Tesla’s future, however, isn’t without turbulence. TechCrunch and other outlets report Tesla abruptly shuttered its ambitious Dojo supercomputer project last month, a move Musk characterized as a strategic pivot toward external chip partnerships, most notably a $16.5 billion contract with Samsung to develop high-performance AI chips for both Optimus and Tesla’s next-generation Full Self Driving systems. This pivot has sparked debates: some call it a necessary focus, while critics frame it as another high-profile Musk promise abandoned in the face of mounting technical and financial hurdles.
On the social scene, Musk remains unfiltered on X, weighing in on everything from UK and EU politics to the recent viral posts about the wildly popular Tesla Diner opening, which saw crowds and extraordinary demand during its launch week. At the same time, protest movements against Musk’s growing influence, as seen outside the Palo Alto Tesla showroom, are gathering steam.

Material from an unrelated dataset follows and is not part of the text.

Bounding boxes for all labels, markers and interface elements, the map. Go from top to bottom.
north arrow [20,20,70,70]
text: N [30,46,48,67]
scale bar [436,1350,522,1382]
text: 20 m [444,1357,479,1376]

Demonstrators have called for a boycott of Tesla products and have referenced the more than $800 billion in value Tesla has lost over the past three months, as noted by BBC and Yahoo Finance. In sum, as Musk doubles down on an AI and robotics-centric vision, he’s facing both resurgent investor hopes and loud, organized public dissent, proving—once again—that whatever he does, it will make news.